As for materials, the Fabrica 2.0 uses Precision N-800, an ABS-like material that combines strength and flexibility along with the Performance N-900, which leverages ceramic materials for 1 micron resolution.
BMF recently added the microArch S230 to its line, its most advanced, highest resolution model in its micro-scale 3D printer family.

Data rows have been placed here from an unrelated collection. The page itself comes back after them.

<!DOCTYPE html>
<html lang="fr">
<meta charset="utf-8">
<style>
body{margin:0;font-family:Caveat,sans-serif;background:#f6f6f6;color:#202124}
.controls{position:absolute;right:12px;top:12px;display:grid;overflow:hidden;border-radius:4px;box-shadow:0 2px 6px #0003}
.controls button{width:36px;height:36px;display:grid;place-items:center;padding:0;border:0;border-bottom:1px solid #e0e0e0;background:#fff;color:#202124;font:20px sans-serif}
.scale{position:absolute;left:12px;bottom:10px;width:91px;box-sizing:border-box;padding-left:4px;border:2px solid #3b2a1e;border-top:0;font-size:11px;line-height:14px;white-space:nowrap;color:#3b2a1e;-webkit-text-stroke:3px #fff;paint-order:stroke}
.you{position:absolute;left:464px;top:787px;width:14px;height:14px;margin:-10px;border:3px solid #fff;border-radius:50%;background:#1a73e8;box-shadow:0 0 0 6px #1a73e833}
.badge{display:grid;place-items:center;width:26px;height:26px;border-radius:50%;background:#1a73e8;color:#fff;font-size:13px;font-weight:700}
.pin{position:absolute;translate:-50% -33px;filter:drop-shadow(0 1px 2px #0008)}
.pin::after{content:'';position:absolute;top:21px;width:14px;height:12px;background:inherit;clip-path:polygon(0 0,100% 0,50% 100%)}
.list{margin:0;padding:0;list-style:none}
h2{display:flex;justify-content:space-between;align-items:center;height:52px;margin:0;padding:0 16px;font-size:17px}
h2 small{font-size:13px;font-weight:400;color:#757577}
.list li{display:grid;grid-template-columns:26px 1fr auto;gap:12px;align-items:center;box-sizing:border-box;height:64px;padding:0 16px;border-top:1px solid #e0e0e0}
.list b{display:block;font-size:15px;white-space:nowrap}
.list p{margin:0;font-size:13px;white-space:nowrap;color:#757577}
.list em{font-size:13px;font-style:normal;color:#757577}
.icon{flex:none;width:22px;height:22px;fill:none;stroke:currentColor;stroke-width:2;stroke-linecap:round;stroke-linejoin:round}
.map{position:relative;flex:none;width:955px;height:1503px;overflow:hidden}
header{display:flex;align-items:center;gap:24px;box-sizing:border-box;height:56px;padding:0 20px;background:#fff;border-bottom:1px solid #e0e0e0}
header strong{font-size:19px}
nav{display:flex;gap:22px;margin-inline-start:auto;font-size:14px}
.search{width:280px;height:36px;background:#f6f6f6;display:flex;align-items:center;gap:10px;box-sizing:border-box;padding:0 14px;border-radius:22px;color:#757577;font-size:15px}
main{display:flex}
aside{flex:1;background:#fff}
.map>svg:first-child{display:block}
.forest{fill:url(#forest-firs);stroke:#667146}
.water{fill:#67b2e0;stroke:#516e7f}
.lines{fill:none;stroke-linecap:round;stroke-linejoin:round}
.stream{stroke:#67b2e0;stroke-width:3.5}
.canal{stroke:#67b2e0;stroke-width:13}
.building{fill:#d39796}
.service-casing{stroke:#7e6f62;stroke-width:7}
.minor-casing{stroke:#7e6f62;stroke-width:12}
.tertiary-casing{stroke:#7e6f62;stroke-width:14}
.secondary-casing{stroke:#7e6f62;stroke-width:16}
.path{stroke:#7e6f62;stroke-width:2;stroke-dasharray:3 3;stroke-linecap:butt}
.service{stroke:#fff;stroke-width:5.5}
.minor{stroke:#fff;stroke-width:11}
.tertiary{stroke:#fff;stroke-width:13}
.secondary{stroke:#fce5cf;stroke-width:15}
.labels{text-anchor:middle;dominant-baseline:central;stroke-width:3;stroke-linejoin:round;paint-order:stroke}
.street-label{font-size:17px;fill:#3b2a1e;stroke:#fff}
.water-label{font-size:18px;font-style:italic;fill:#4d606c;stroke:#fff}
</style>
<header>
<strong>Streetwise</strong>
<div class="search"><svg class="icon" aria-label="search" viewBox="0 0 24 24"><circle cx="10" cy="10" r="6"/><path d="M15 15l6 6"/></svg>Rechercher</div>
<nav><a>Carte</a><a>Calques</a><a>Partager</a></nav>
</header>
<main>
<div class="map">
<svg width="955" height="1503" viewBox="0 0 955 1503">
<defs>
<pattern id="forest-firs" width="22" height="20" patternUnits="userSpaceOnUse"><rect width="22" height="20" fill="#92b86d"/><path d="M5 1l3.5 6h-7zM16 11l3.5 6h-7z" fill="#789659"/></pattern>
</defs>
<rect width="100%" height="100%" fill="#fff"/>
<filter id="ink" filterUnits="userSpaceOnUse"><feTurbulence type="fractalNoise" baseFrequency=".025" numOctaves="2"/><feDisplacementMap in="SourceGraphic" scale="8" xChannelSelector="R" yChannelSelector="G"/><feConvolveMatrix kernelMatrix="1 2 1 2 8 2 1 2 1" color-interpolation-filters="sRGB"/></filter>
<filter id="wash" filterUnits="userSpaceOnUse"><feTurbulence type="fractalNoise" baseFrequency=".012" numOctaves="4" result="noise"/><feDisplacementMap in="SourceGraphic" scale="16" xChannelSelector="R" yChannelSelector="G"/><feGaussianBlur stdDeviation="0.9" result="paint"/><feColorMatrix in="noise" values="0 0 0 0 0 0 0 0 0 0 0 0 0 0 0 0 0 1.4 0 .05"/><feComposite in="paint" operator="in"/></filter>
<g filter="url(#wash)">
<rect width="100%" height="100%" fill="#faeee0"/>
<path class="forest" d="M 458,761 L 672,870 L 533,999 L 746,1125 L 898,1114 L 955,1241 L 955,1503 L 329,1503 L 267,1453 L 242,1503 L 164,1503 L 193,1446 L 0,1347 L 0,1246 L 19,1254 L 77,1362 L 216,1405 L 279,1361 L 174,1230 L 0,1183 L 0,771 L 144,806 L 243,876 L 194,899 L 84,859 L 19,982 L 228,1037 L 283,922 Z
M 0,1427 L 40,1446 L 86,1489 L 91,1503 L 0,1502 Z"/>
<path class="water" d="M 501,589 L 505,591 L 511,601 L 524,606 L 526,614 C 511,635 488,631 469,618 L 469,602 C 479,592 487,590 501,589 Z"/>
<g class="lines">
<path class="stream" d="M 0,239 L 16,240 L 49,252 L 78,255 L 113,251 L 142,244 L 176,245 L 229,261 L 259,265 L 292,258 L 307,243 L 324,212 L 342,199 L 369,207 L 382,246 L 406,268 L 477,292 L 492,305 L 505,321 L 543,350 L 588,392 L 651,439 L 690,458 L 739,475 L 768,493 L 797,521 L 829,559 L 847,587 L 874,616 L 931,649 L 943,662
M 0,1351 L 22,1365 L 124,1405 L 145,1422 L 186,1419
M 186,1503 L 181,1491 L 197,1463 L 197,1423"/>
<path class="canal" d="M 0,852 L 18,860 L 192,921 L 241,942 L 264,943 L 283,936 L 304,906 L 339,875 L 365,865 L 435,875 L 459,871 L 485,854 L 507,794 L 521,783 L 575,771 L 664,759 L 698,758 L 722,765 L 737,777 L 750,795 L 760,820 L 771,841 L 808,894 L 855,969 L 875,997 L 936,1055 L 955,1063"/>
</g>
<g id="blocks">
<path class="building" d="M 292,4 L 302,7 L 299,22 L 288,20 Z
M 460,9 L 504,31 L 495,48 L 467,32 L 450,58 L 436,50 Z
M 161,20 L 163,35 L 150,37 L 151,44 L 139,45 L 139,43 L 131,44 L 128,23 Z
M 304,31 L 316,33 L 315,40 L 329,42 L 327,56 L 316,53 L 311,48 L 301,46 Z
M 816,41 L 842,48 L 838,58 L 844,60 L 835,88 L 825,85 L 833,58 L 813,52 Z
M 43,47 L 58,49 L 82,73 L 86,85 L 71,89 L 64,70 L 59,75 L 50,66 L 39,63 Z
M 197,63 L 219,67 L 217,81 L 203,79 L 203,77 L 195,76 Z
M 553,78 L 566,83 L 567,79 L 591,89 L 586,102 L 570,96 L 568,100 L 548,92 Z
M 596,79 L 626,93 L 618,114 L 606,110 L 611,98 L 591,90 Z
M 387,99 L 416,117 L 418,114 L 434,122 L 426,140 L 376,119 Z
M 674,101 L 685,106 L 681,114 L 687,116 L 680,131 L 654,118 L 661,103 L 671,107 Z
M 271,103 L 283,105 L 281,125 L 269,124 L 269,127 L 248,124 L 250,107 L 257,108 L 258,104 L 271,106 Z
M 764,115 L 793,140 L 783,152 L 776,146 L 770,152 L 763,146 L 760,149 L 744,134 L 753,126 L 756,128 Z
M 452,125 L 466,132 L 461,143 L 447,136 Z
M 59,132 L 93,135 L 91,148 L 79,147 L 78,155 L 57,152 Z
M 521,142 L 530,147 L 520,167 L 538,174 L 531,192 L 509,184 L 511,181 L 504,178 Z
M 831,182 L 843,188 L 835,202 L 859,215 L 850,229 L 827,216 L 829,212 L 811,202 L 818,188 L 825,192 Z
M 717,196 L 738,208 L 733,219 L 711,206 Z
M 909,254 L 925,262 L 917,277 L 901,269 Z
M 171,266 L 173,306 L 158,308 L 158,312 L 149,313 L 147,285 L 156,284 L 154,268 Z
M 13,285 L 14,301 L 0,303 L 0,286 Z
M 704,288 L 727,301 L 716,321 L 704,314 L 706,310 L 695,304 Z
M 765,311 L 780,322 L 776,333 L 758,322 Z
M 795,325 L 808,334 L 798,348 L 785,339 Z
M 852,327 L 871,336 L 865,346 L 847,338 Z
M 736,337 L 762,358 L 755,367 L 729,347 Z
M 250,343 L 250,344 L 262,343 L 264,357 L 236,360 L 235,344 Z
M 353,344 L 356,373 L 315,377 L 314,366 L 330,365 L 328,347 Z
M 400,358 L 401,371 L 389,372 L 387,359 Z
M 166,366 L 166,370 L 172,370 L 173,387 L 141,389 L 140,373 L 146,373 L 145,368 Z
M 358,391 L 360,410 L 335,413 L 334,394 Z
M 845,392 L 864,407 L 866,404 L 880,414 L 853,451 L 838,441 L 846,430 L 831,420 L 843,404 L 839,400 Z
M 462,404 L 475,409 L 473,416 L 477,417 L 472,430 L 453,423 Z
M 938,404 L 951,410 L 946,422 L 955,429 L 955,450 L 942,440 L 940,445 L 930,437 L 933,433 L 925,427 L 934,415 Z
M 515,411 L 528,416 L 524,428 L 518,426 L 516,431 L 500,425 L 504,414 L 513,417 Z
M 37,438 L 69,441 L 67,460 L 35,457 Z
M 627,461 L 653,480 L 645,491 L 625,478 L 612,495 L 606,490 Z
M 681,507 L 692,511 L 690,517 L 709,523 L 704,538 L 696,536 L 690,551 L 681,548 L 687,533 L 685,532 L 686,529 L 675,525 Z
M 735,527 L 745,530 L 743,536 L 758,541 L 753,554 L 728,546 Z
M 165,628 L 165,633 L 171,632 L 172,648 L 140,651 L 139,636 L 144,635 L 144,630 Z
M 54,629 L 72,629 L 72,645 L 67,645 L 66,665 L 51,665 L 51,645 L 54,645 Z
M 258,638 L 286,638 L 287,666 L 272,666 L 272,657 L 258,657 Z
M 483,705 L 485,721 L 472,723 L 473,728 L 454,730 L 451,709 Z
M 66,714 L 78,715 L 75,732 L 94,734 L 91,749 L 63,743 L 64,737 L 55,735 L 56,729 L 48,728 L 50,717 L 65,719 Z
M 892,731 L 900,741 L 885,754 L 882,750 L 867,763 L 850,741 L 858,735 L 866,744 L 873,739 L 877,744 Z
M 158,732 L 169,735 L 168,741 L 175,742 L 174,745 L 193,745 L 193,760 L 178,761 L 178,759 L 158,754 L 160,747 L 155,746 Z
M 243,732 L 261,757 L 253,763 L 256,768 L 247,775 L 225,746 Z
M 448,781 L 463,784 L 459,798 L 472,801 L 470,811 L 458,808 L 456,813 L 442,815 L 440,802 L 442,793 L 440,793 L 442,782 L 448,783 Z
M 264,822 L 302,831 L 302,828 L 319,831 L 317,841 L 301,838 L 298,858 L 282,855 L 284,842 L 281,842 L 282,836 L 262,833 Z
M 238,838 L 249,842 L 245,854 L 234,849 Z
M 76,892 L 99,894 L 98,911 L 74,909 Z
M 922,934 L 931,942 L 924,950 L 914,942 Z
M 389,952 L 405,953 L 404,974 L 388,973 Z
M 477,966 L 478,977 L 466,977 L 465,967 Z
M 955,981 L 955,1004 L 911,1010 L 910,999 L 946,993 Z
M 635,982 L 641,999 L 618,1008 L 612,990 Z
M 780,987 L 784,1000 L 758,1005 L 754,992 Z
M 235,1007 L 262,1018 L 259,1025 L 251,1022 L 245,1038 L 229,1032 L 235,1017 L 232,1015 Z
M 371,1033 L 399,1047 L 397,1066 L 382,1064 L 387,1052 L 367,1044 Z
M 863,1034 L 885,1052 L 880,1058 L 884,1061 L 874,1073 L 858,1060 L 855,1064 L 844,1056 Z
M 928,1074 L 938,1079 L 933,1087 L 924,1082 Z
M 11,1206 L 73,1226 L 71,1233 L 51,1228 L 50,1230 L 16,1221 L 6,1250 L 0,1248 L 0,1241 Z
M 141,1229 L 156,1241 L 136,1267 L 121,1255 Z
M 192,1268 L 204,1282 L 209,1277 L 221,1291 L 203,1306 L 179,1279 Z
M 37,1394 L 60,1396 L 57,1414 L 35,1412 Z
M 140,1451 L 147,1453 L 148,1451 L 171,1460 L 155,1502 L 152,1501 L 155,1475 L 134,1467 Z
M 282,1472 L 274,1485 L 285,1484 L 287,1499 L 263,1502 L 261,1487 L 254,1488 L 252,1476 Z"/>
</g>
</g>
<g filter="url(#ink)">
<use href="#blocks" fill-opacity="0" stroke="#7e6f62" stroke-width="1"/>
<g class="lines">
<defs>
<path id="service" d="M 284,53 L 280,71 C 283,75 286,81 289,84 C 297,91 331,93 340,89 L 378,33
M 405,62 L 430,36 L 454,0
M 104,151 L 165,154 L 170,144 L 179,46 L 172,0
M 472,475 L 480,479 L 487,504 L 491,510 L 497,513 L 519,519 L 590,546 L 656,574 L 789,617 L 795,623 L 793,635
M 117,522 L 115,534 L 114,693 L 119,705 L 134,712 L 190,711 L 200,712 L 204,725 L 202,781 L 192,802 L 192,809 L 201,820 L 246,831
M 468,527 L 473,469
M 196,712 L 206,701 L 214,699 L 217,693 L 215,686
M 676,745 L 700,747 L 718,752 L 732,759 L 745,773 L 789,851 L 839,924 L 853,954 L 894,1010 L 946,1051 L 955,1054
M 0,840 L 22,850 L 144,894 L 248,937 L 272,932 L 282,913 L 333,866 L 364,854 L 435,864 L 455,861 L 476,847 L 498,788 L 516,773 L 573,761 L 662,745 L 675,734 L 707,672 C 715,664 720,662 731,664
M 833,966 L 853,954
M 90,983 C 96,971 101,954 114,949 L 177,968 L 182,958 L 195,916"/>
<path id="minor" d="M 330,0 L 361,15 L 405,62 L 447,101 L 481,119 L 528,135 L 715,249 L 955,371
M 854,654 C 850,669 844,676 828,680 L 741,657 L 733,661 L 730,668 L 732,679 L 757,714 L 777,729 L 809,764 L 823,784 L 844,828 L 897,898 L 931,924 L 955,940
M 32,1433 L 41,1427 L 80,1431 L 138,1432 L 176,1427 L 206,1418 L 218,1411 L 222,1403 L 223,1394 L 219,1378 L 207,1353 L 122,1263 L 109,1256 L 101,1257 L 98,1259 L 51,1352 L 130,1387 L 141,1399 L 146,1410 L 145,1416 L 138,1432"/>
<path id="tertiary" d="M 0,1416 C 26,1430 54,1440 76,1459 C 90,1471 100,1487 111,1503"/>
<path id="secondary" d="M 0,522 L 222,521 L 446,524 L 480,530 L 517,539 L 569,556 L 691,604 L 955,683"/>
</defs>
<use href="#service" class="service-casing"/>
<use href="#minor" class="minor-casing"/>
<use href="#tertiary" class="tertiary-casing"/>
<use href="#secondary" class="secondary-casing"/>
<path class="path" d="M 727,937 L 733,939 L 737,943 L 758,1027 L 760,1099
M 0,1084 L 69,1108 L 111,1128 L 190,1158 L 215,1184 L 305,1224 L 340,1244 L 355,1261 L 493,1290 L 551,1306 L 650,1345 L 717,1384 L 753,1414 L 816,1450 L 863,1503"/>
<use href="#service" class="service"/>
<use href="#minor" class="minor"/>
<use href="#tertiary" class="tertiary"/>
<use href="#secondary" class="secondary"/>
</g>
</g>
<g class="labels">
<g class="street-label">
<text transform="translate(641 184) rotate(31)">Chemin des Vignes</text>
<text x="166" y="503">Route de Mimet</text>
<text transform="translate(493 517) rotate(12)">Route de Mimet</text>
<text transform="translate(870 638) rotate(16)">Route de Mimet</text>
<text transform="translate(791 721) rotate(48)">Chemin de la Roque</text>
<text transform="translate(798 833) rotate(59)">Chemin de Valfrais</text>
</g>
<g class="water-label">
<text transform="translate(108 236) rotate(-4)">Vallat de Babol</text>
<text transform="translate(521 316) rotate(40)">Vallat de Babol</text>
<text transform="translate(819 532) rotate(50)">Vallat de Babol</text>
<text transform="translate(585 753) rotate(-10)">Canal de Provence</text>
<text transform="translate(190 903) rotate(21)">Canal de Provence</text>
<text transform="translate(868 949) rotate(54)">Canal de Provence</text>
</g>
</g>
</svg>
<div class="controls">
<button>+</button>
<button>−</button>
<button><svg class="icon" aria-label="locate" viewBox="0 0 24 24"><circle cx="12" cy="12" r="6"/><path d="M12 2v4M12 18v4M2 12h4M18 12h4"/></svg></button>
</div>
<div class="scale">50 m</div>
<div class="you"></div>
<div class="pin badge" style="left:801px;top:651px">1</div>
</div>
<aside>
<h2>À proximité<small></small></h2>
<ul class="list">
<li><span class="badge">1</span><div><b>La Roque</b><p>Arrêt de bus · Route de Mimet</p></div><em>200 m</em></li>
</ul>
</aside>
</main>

The microArch S230 is built on BMF’s PµSL technology, which allows for rapid photopolymerization of an entire layer of liquid polymer using a flash of UV light at micro-scale resolution.
Compared to previous BMF models in the 2μm series, the microArch S230 supports a larger build volume (50x50x50 mm) and prints up to five times faster. The printer also features automated laser calibration and controlled processing technology to aid in the production of highly precise 3D printed objects.
“You can’t get to 10-micron accuracy if you’re not controlling the movement of the vat [of resin], and most other technologies don’t control to that level,” Kawola claims.
BMF offers various materials for use with the printers, including an additional three: AL [Alumina] Ceramic, a ceramic resin meant for applications like tooling, casing, housing and medical devices; HT 200, a high-strength resin designed for end-use in electrical connectors and electrical components; and magnesium titanate (MT) ceramic, suitable for millimeter-wave applications like antennas and other electronics components.
As AM capabilities grow in sophistication and scale, industry players say it’s important for engineering and development organizations to realize maturity and progress is not just about getting bigger and better, but the ability to go small.
“Companies are designing big parts, but they don’t know how to do small,” Cohen says. “The market needs to be micro-manufacturing aware … because much of these innovations couldn’t happen with traditional means of manufacturing.”